Goodell-Pratt
- Industry: Manufacturing
- Founded: 1888 (as Goodell Brothers Company)
- Defunct: 1931
- Fate: Merged with Millers Falls Company
- Successor: Millers Falls Company
- Headquarters: Greenfield, Massachusetts
- Key people: William M. Pratt
- Products: Carpenter's and mechanic's tools,
- Number of employees: 400 employees (1930)

= Goodell-Pratt =

American manufacturer (1888–1931)

Goodell-Pratt was a tool manufacturing company based in Greenfield, Massachusetts.

The company was founded in 1888 as the Goodell Brothers Company by Albert and Henry E. Goodell, and was located in Shelburne Falls, Massachusetts.

Goodell-Pratt plant in Greenfield, Massachusetts, January 1912.

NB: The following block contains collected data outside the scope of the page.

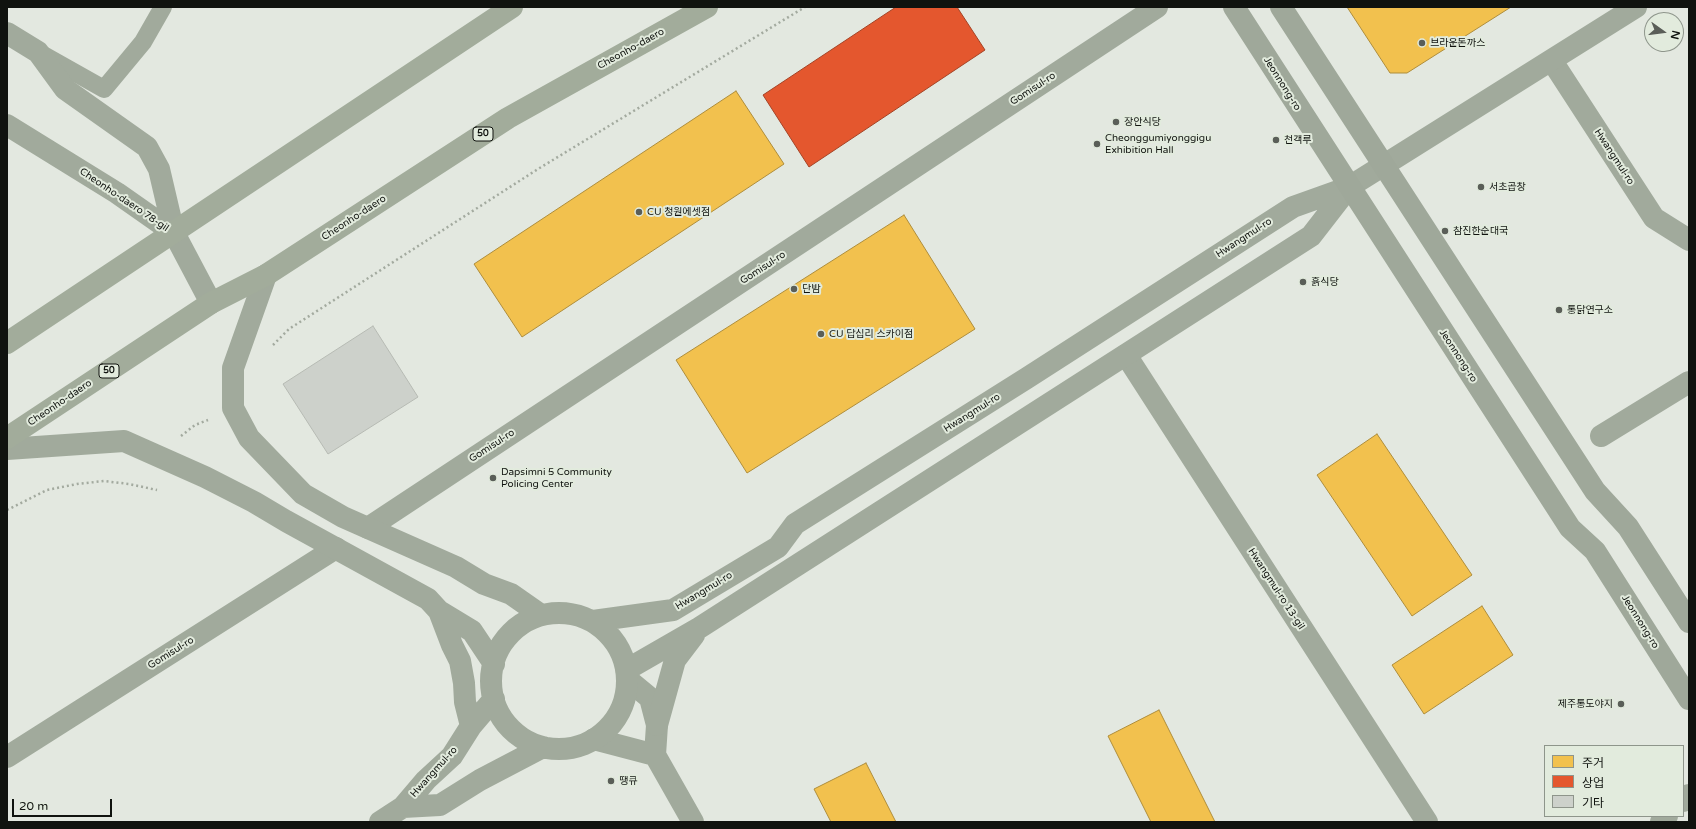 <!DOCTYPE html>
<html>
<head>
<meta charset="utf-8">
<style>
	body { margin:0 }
	#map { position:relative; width:1696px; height:829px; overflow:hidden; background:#e3e8e0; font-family:"Varela Round","Noto Sans KR",sans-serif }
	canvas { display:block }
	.frame { position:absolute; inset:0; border:8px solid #10130f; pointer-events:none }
	.legend { position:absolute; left:1544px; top:745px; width:140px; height:72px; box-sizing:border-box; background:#e2ebdd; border:1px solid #8e958b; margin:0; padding:5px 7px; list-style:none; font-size:12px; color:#10130f }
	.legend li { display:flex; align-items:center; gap:8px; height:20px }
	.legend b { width:20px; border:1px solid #8e958b }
	.north { position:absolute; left:1644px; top:12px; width:40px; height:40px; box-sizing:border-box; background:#e2ebdd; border:1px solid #8e958b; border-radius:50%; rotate:104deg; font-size:11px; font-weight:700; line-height:16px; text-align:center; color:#10130f }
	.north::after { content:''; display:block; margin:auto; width:14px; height:18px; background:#5a5e58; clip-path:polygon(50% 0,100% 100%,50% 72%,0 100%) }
	.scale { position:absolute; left:12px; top:799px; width:100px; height:18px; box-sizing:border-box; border:2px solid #10130f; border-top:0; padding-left:5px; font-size:12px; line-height:14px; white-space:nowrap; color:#10130f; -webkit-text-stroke:3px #e2ebdd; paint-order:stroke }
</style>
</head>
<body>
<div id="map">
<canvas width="1696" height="829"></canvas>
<div class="frame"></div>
<ul class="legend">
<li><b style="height:11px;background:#f2c14e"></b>주거</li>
<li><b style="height:11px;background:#e4572e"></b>상업</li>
<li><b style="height:11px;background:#cdd1cb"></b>기타</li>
</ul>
<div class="north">N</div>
<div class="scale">20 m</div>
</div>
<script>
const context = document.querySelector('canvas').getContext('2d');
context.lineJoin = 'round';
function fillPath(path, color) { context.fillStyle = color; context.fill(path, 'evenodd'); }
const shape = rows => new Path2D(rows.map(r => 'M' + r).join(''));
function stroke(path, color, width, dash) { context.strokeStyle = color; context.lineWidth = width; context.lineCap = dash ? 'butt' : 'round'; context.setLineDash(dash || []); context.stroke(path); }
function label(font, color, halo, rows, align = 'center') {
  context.font = font + ' "Varela Round","Noto Sans KR",sans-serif'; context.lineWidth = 4; context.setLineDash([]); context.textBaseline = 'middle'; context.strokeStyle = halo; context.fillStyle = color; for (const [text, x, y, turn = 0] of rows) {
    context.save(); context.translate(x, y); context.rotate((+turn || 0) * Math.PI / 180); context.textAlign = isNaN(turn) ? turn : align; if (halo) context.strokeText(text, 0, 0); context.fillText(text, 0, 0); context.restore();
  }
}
const homes = shape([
	[1347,7,1511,7,1407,73,1390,73,1347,7],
	[736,91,784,164,522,337,474,264,736,91],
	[904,215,975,329,747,473,676,360,904,215],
	[1377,434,1472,575,1412,616,1317,475,1377,434],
	[1482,606,1513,655,1424,714,1392,665,1482,606],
	[1159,710,1215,822,1151,822,1108,736,1159,710],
	[866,763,896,822,831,822,814,789,866,763]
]);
fillPath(homes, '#f2c14e');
stroke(homes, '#ae8d3b', 1);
const shops = shape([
	[896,7,957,7,985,50,809,167,763,95,896,7]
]);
fillPath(shops, '#e4572e');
stroke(shops, '#a44325', 1);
const building = shape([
	[373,326,418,397,328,454,283,384,373,326]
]);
fillPath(building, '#cdd1cb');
stroke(building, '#b6bab3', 1);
stroke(shape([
	[273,345,289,329,538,169,805,7],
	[181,436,195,425,208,420],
	[7,510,47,490,77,484,104,481,129,484,157,490]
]), '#a3aa9f', 2.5, [2, 3]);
stroke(shape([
	[40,53,104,89,143,42,163,7]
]), '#a1aa9c', 18);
stroke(shape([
	[7,33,38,52,65,89,147,147,159,169,174,233],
	[1552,61,1654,218,1689,240],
	[7,125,117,193,174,233,211,303],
	[1126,355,1427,822],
	[1601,436,1689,382],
	[368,528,1157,7],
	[627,679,650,698,657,725,655,755,693,822],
	[594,739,655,755],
	[7,757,336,548],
	[1683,801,1689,795],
	[1661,822,1667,816]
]), '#a1aa9c', 22);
stroke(shape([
	[266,275,233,368,233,408,249,438,303,494,343,517,456,567,484,584,511,594,541,615],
	[7,449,124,441,205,477,254,502,286,521,428,599,439,611,472,631,494,664],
	[439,611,452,645,460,661,464,683,465,702,471,726],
	'491 681a68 68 0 1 1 136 0a68 68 0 1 1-136 0Z',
	[593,621,673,610,778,547,795,524,1027,378,1293,207,1349,187,1636,7],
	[626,670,699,628,1311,236,1349,187],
	[657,725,675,660,694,635],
	[403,807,440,805,480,780,543,747],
	[380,822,403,807,426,780,452,756,471,726,494,699]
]), '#a1aa9c', 22);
stroke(shape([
	[1234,7,1570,528,1595,551,1689,699],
	[1281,7,1595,491,1628,527,1689,622]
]), '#9fa89a', 22);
stroke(shape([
	[7,343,512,7],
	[7,438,211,303,266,275,508,118,707,7]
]), '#a2ac9b', 22);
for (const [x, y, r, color] of [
	[1422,43,4,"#5a5e58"],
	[1116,122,4,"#5a5e58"],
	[1276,140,4,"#5a5e58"],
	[1097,144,4,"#5a5e58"],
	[1481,187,4,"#5a5e58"],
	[639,212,4,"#5a5e58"],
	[1445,231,4,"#5a5e58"],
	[1303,282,4,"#5a5e58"],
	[794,289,4,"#5a5e58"],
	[1559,310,4,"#5a5e58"],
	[821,334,4,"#5a5e58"],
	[493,478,4,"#5a5e58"],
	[1621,704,4,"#5a5e58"],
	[611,781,4,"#5a5e58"]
]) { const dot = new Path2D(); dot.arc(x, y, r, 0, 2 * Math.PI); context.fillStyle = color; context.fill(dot); stroke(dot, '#e2ebdd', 1.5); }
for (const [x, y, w] of [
	[483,134,20],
	[109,371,20]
]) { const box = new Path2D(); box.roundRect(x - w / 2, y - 7, w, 14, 3); context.fillStyle = '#e2ebdd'; context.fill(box); stroke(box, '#10130f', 1); }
label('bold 9px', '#10130f', null, [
	["50",483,134],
	["50",109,371]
]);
label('10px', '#10130f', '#e2ebdd', [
	["브라운돈까스",1430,43],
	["장안식당",1124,122],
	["Cheonggumiyonggigu",1105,138],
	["Exhibition Hall",1105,150],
	["천객루",1284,140],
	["서초곱창",1489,187],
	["CU 청원에셋점",647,212],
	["참진한순대국",1453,231],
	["흙식당",1311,282],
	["단밤",802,289],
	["통닭연구소",1567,310],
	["CU 답십리 스카이점",829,334],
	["Dapsimni 5 Community",501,472],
	["Policing Center",501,484],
	["제주통도야지",1613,704,"right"],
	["땡큐",619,781]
], 'left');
label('10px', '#10130f', '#e2ebdd', [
	["Cheonho-daero",631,49,-29],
	["Jeonnong-ro",1282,84,58],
	["Gomisul-ro",1033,89,-33],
	["Hwangmul-ro",1614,157,57],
	["Cheonho-daero 78-gil",124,200,34],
	["Cheonho-daero",354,218,-33],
	["Hwangmul-ro",1244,238,-33],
	["Gomisul-ro",763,268,-33],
	["Jeonnong-ro",1458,356,57],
	["Cheonho-daero",60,403,-34],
	["Hwangmul-ro",972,413,-32],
	["Gomisul-ro",492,446,-33],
	["Hwangmul-ro 13-gil",1276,589,57],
	["Hwangmul-ro",704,591,-31],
	["Jeonnong-ro",1640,622,58],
	["Gomisul-ro",171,653,-32],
	["Hwangmul-ro",434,772,-48]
]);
</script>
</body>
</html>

Goodell-Pratt was created by William Pratt after he purchased the Goodell Brothers Company. In 1895, after he purchased half of the company, Pratt became treasurer and manager and after he purchased the rest of the company, he renamed it the Goodell-Pratt Company.

In 1925 Goodell-Pratt purchased the A.F. Way Company's electric drill operations and began to produce power tools. By 1929 Goodell-Pratt had three production facilities and was producing 1500 separate tools. With the advent of the economic slowdown that resulted from 1929 stock market crash, the Goodell-Pratt's excess capacity was a drag on its profits. Goodell-Pratt's stock went to fifty cents a share and it was purchased by the Millers Falls Company, in 1931 Goodell-Pratt was merged into the Millers Falls Company.